Quick Start: From Robot Setup to Running a Program

This page covers the minimum required steps to go from a freshly assembled robot to a running program. Nothing optional, no detours.


What You Need

Hardware:

  • A Wombat controller (Raspberry Pi 5 based) with the Raccoon image flashed to the SD card
  • At least 2 DC motors wired to motor ports 0 and 1
  • A powered battery pack connected to the Wombat

On your laptop:

  • Python 3.11 or newer
  • pip (comes with Python)
  • A terminal (Terminal on macOS/Linux, Windows Terminal on Windows)

[PICTURE: Photo of a Wombat controller with motors connected and battery attached]


Step 1 — Power On the Robot

Connect the battery and switch the Wombat on. After a few seconds the touchscreen will show the dashboard with three tiles: Sensors & Actors, Programs, and Settings.

[PICTURE: Robot touchscreen showing the dashboard with the three tiles]

The robot also broadcasts a WiFi access point. The network name (SSID) and password are shown on the screen.


Step 2 — Connect Your Laptop to the Robot’s WiFi

On your laptop, open your WiFi settings and connect to the network the robot is broadcasting. The robot’s IP address is usually 192.168.4.1 and is displayed on the touchscreen.

[PICTURE: Laptop WiFi settings screen selecting the robot’s network]


Step 3 — Install raccoon on Your Laptop

Open a terminal and run:

pip install raccoon

Verify it installed correctly:

raccoon --help

You should see a list of available commands.


Step 4 — Connect raccoon to Your Robot

raccoon connect 192.168.4.1

raccoon will establish a connection to the robot and save it for future commands. You only need to do this once (or when you switch robots).

Confirm the connection is active:

raccoon status

Step 5 — Create a New Project

raccoon create project MyRobot
cd MyRobot

This creates a project folder with the following structure:

MyRobot/
├── raccoon.project.yml    ← hardware configuration
├── src/
│   ├── main.py            ← entry point
│   ├── hardware/          ← generated files (do not edit manually)
│   └── missions/          ← your mission files go here

Step 6 — Configure Your Hardware

raccoon wizard

The wizard asks a series of questions:

  1. Drivetrain type — choose differential (2 driven wheels) or mecanum (4 omnidirectional wheels)
  2. Motor ports — which port number each motor is connected to on the Wombat
  3. Motor inversion — whether any motors spin the wrong direction (you can always change this later)
  4. Robot dimensions — wheel diameter and track width in millimetres

Your answers are saved to raccoon.project.yml. You can re-run the wizard at any time to change them.


Step 7 — Generate Hardware Code

raccoon codegen

This reads your configuration and creates two files:

  • src/hardware/defs.py — motor and sensor objects
  • src/hardware/robot.py — the Robot class with your drivetrain

Do not edit these files manually — they are overwritten every time you run codegen.

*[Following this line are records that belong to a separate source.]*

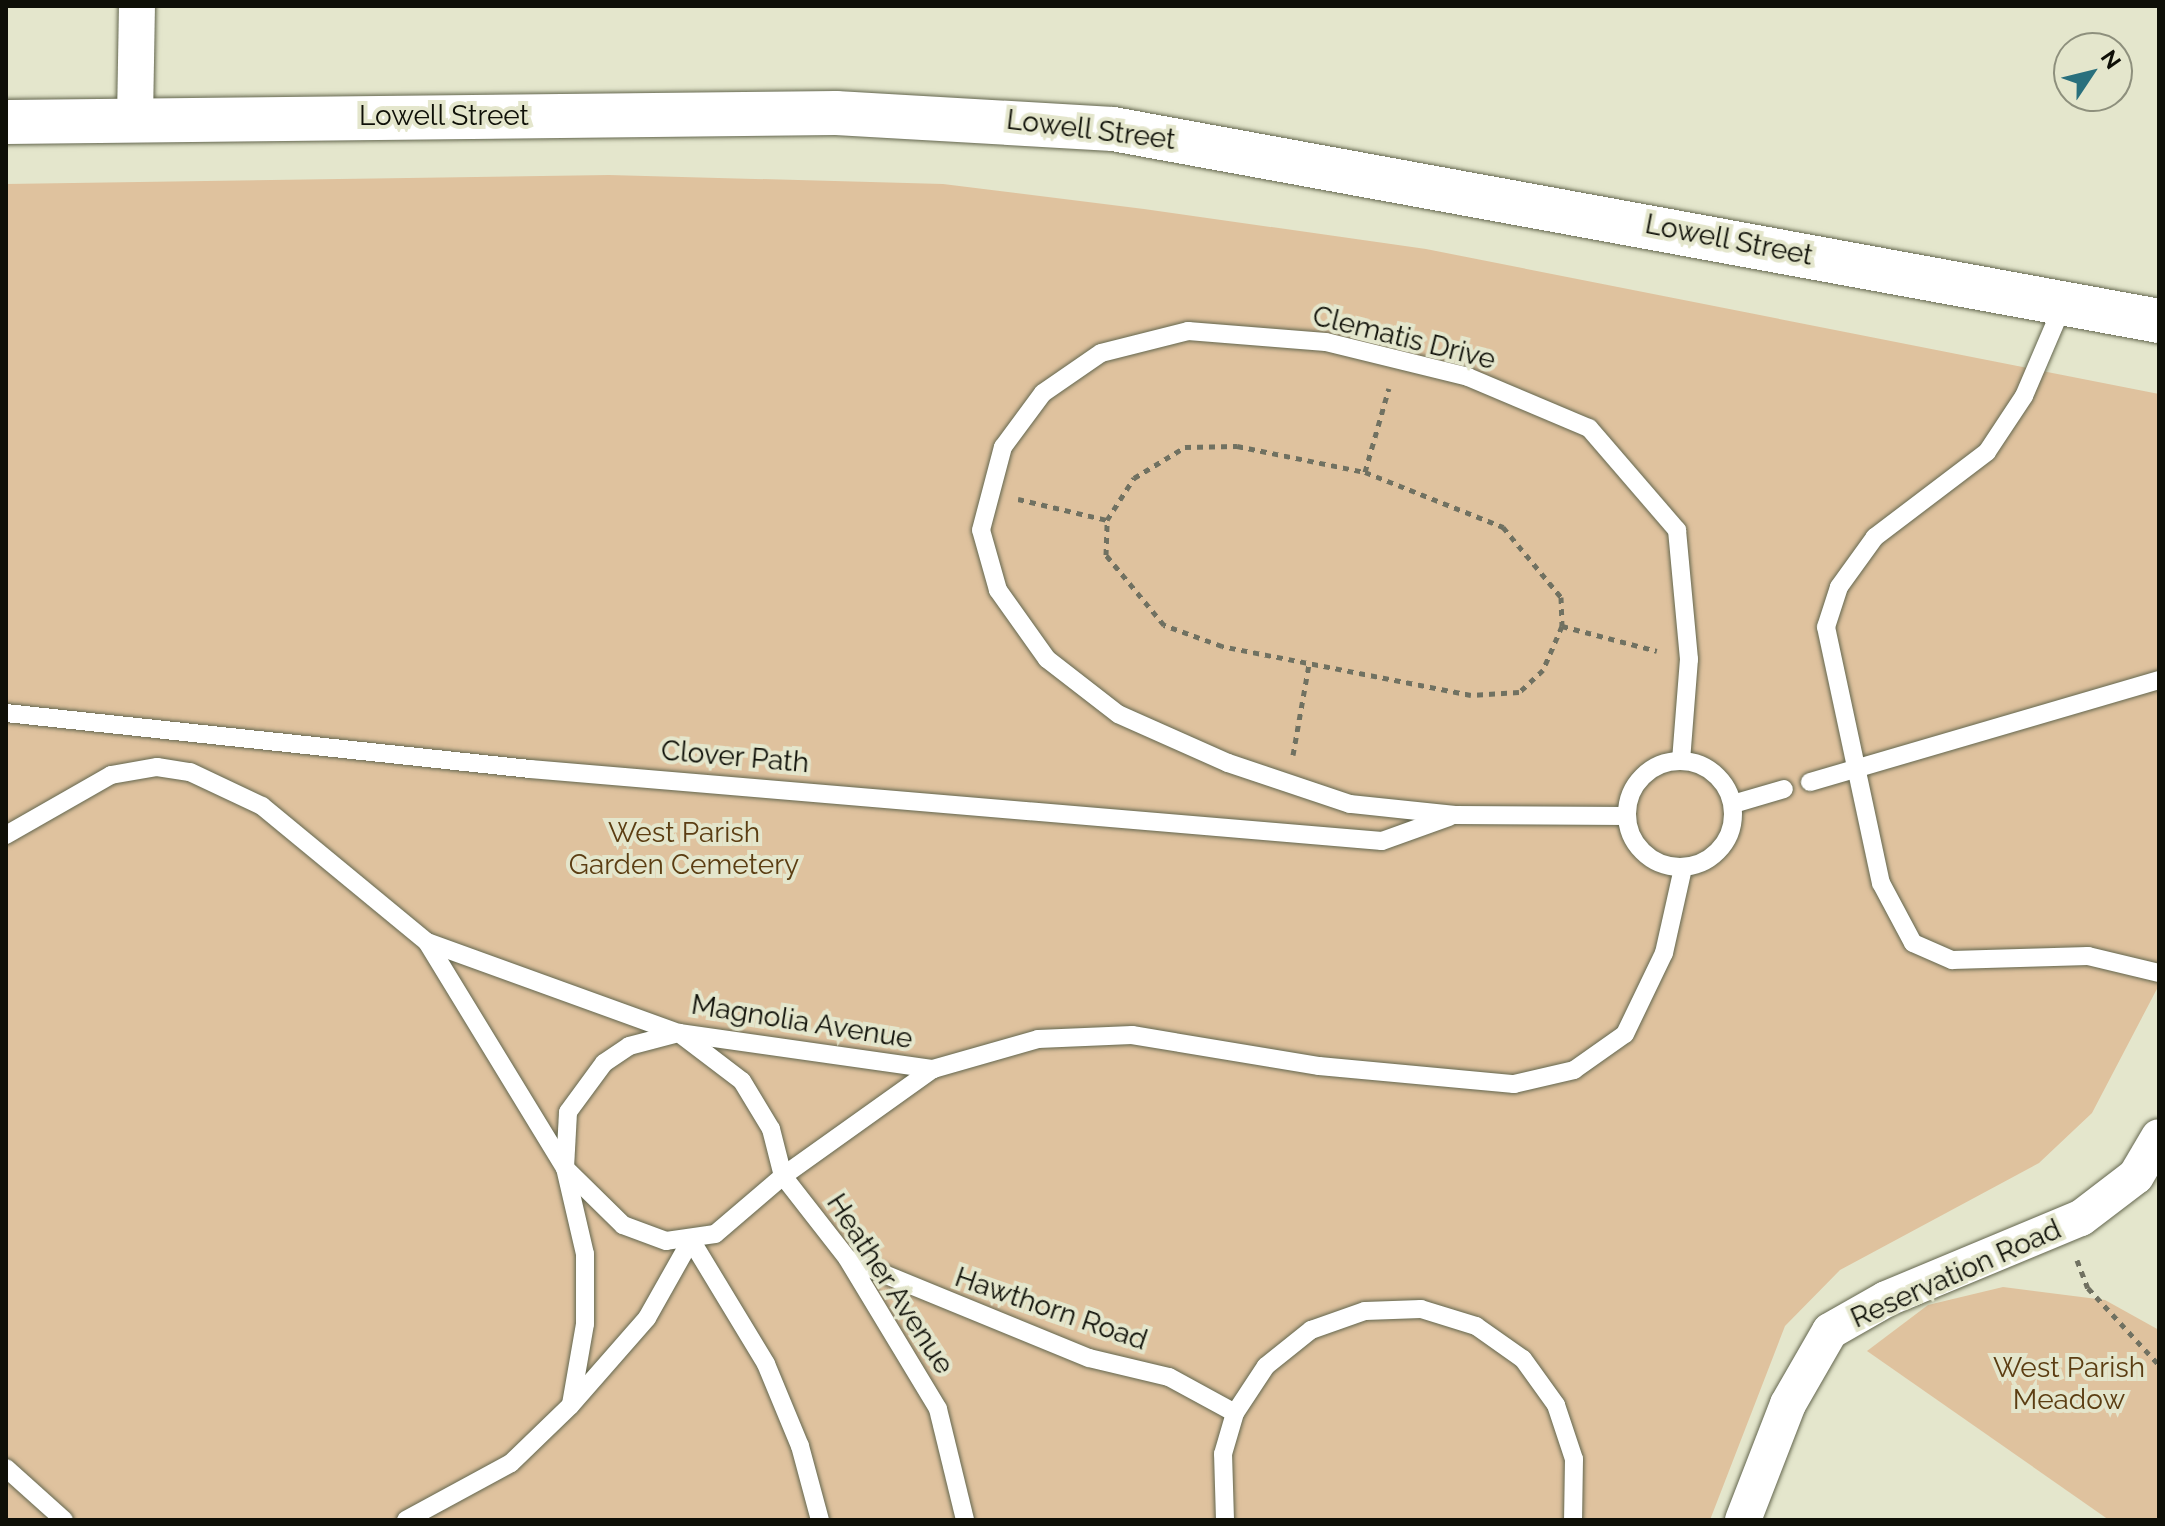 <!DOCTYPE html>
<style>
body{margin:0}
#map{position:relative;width:2165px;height:1526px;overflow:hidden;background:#e4e6cc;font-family:Raleway,sans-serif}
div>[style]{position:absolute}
.green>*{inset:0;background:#dfc29e}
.path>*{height:5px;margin-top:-2.5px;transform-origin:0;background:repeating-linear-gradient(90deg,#707161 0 6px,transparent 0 12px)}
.roads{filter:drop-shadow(0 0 2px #63664e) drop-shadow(0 0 2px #63664e)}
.service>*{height:18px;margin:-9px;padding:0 9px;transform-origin:9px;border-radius:9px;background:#fff}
.service>.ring{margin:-9px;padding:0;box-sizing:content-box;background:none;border:18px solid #fff;border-radius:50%}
.minor>*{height:36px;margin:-18px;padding:0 18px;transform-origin:18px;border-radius:18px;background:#fff}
.secondary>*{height:44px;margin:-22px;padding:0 22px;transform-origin:22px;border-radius:22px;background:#fff}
span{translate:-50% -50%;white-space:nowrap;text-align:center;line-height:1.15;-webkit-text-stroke:8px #e4e6cc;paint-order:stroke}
.street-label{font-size:28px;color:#0e0f07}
.park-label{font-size:28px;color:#5b3d12}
.frame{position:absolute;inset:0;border:8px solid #0e0f07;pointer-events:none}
.north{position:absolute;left:2053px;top:32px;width:80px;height:80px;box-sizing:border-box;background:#e4e6cc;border:2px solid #8e907d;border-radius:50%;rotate:55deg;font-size:22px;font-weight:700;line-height:32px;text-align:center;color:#0e0f07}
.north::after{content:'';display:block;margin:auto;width:28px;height:36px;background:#29707d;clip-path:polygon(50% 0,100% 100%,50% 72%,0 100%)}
</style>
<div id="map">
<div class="green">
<i style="clip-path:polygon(609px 175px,943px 184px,1144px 209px,1426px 249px,2159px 394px,2159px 985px,2092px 1113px,2039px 1163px,1840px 1270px,1785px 1326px,1710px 1520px,6px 1520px,6px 184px)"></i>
<i style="clip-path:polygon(2003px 1287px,2105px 1300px,2159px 1330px,2159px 1520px,2109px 1520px,1867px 1351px,1928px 1305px)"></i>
</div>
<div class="path">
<i style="left:1237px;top:446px;width:131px;rotate:11.5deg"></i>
<i style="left:1365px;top:472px;width:149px;rotate:21.7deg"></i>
<i style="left:1503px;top:527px;width:91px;rotate:50.4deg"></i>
<i style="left:1561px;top:597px;width:29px;rotate:88deg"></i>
<i style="left:1562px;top:626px;width:48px;rotate:113.4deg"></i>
<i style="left:1543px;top:670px;width:33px;rotate:137deg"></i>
<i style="left:1519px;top:692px;width:48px;rotate:176.4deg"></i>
<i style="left:1471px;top:695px;width:254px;rotate:-168.9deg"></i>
<i style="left:1222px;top:646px;width:62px;rotate:-160.1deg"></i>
<i style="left:1164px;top:625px;width:91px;rotate:-129.6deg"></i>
<i style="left:1106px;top:555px;width:35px;rotate:-88deg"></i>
<i style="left:1107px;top:520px;width:50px;rotate:-57.3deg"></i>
<i style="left:1134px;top:478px;width:60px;rotate:-31.3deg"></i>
<i style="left:1185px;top:447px;width:52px;rotate:-1.1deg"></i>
<i style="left:1365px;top:472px;width:87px;rotate:-74.1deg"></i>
<i style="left:1018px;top:499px;width:91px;rotate:13.3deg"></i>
<i style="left:1562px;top:626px;width:98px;rotate:14.7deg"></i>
<i style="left:1293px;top:755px;width:92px;rotate:-80deg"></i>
<i style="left:2077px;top:1260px;width:30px;rotate:69deg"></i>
<i style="left:2088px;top:1288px;width:105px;rotate:47.3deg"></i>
</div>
<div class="roads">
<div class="service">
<i style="left:2063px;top:305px;width:99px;rotate:113.2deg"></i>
<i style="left:2024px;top:396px;width:67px;rotate:123.5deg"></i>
<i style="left:1987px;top:452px;width:141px;rotate:142.8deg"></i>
<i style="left:1875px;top:537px;width:62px;rotate:125.8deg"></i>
<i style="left:1839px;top:587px;width:42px;rotate:108deg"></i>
<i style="left:1826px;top:627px;width:262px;rotate:77.9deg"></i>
<i style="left:1881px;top:883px;width:68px;rotate:61.9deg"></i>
<i style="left:1913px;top:943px;width:43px;rotate:23.6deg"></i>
<i style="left:1952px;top:960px;width:136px;rotate:-1.7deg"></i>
<i style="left:2088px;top:956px;width:73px;rotate:13.5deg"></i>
<i style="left:6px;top:713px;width:527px;rotate:6.1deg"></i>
<i style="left:530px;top:769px;width:855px;rotate:4.83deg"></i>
<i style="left:1382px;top:841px;width:71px;rotate:-19.7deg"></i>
<i class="ring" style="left:1627px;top:761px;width:88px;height:88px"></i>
<i style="left:1810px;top:782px;width:364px;rotate:-16.3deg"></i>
<i style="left:1733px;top:804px;width:53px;rotate:-16.4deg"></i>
<i style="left:1626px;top:816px;width:171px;rotate:-179.7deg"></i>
<i style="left:1455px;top:815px;width:106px;rotate:-174deg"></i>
<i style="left:1350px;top:804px;width:129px;rotate:-161.4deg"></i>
<i style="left:1228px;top:763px;width:120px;rotate:-156deg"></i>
<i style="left:1118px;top:714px;width:90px;rotate:-142.2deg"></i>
<i style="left:1047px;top:659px;width:85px;rotate:-125.4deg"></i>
<i style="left:998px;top:590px;width:62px;rotate:-105.8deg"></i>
<i style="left:981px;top:530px;width:86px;rotate:-75.2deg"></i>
<i style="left:1003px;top:447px;width:67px;rotate:-53.5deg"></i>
<i style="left:1043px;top:393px;width:70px;rotate:-34.6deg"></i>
<i style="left:1101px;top:353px;width:90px;rotate:-14.2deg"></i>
<i style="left:1188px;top:331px;width:138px;rotate:4.6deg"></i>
<i style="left:1326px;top:342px;width:146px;rotate:13.8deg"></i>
<i style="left:1468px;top:377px;width:131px;rotate:22.9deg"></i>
<i style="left:1589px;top:428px;width:135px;rotate:49.2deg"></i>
<i style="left:1677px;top:530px;width:130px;rotate:84.7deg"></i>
<i style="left:1689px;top:659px;width:101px;rotate:94.5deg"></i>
<i style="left:6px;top:835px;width:121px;rotate:-29.7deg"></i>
<i style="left:111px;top:775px;width:47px;rotate:-9.9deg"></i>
<i style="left:157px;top:767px;width:33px;rotate:9deg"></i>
<i style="left:190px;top:772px;width:80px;rotate:25.3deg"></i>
<i style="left:262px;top:806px;width:214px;rotate:39.5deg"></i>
<i style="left:427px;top:942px;width:268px;rotate:19.9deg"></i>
<i style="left:679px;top:1033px;width:257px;rotate:8.1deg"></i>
<i style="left:933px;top:1069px;width:109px;rotate:-15.9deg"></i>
<i style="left:1038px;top:1039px;width:94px;rotate:-2.4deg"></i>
<i style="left:1132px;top:1035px;width:190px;rotate:9.4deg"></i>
<i style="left:1319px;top:1066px;width:196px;rotate:5.3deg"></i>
<i style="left:1514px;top:1084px;width:62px;rotate:-13.1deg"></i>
<i style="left:1574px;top:1070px;width:62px;rotate:-35.2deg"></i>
<i style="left:1625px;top:1034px;width:90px;rotate:-64.3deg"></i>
<i style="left:1664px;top:953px;width:87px;rotate:-77.4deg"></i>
<i style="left:427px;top:942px;width:265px;rotate:58.6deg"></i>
<i style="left:565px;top:1168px;width:88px;rotate:76.9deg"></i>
<i style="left:585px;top:1254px;width:70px;rotate:90deg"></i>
<i style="left:585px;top:1324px;width:81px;rotate:99.9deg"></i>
<i style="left:679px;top:1033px;width:79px;rotate:37.3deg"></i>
<i style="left:742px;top:1081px;width:56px;rotate:58.9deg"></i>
<i style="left:771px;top:1129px;width:49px;rotate:75.7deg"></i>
<i style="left:783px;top:1176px;width:89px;rotate:139.5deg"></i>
<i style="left:715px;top:1234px;width:49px;rotate:171.9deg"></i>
<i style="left:666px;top:1241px;width:46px;rotate:-159.6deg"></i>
<i style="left:623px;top:1225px;width:81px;rotate:-135.5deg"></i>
<i style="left:565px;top:1168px;width:56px;rotate:-86.9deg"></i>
<i style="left:568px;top:1112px;width:61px;rotate:-53.7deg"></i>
<i style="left:604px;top:1063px;width:30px;rotate:-34deg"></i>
<i style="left:629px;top:1046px;width:52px;rotate:-14.6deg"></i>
<i style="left:933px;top:1069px;width:184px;rotate:144.5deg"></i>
<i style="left:783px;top:1176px;width:104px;rotate:52deg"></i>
<i style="left:847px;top:1258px;width:176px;rotate:58.9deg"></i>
<i style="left:938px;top:1409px;width:114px;rotate:76.3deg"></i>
<i style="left:850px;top:1260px;width:258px;rotate:22.3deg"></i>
<i style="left:1089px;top:1358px;width:82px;rotate:13.4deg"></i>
<i style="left:1169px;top:1377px;width:75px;rotate:28.6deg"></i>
<i style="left:6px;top:1468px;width:78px;rotate:41.9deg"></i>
<i style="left:406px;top:1520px;width:119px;rotate:-28.5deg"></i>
<i style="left:511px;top:1463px;width:82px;rotate:-44deg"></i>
<i style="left:570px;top:1406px;width:117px;rotate:-48.8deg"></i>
<i style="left:647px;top:1318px;width:90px;rotate:-60.6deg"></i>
<i style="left:691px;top:1240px;width:145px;rotate:58.8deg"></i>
<i style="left:766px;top:1364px;width:89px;rotate:67.5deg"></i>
<i style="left:800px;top:1446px;width:77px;rotate:74.9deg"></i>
<i style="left:1225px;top:1520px;width:66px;rotate:-91.7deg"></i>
<i style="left:1223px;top:1454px;width:43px;rotate:-73.7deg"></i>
<i style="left:1235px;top:1413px;width:56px;rotate:-56.6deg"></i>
<i style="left:1266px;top:1366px;width:58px;rotate:-38.7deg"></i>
<i style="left:1311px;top:1330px;width:57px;rotate:-19.4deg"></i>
<i style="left:1365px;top:1311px;width:56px;rotate:-2deg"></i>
<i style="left:1421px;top:1309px;width:58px;rotate:17.2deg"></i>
<i style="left:1476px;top:1326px;width:57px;rotate:35.1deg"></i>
<i style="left:1523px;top:1359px;width:57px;rotate:54.3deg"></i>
<i style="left:1556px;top:1405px;width:57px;rotate:71.6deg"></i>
<i style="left:1574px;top:1459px;width:61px;rotate:90.9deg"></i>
</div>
<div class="minor">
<i style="left:135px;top:119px;width:113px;rotate:-89deg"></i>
<i style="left:1743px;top:1520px;width:124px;rotate:-68.8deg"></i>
<i style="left:1788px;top:1404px;width:84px;rotate:-60.1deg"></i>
<i style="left:1830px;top:1331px;width:64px;rotate:-29.7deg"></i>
<i style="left:1886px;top:1299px;width:211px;rotate:-22.6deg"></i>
<i style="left:2081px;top:1218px;width:69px;rotate:-37.4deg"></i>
<i style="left:2136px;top:1176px;width:45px;rotate:-59.5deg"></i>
</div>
<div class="secondary">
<i style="left:6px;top:122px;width:830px;rotate:-0.62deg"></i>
<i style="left:836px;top:113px;width:277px;rotate:3.3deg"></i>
<i style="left:1113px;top:129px;width:1063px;rotate:10.4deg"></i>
</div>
</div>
<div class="street-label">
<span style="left:444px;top:116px">Lowell Street</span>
<span style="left:1091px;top:130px;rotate:7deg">Lowell Street</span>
<span style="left:1729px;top:240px;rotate:11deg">Lowell Street</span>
<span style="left:1404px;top:338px;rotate:14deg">Clematis Drive</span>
<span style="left:735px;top:757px;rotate:5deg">Clover Path</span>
<span style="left:802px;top:1022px;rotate:9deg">Magnolia Avenue</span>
<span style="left:1956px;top:1274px;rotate:-24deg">Reservation Road</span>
<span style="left:890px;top:1284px;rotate:57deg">Heather Avenue</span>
<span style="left:1051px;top:1309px;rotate:19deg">Hawthorn Road</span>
</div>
<div class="park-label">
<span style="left:684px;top:849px">West Parish<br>Garden Cemetery</span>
<span style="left:2069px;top:1384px">West Parish<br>Meadow</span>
</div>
<div class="frame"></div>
<div class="north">N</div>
</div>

Step 8 — Calibrate Your Motors

Place the robot on the ground where the wheels can spin freely, then run:

raccoon calibrate

The motors will spin while the calibration routine measures their response. When it finishes, the optimal PID and feedforward parameters are saved to your raccoon.project.yml automatically.

[PICTURE: Robot on the floor with wheels spinning during calibration]


Step 9 — Write a Mission

Open src/missions/ and create a file called drive_mission.py:

from libstp.mission import Mission

class DriveMission(Mission):
    def sequence(self):
        # Drive forward 30 cm
        self.robot.motion.drive(distance_mm=300)

        # Turn 90 degrees right
        self.robot.motion.turn(angle_deg=90)

        # Drive forward 20 cm
        self.robot.motion.drive(distance_mm=200)

Then open src/main.py and register the mission:

from hardware.robot import Robot
from missions.drive_mission import DriveMission

robot = Robot()
robot.add_mission(DriveMission)
robot.start()

Step 10 — Run It

raccoon run

raccoon will automatically sync your project files to the robot and execute src/main.py. You will see the robot’s output streamed back to your terminal in real time.

[PICTURE: Terminal showing output from raccoon run with the robot moving]


What Comes Next

Now that your robot is running, explore the rest of the documentation:


Common Problems

“Connection refused” when running raccoon connect
Make sure your laptop is connected to the robot’s WiFi, not your home network.

Motors don’t move
Check that the motor cables are firmly seated in the Wombat ports. Verify the port numbers match what you entered in the wizard.

Robot drives in the wrong direction
Re-run raccoon wizard and flip the inverted setting for the affected motor, then re-run raccoon codegen.

Calibration fails immediately
Ensure the battery is sufficiently charged. Low battery prevents motor operation.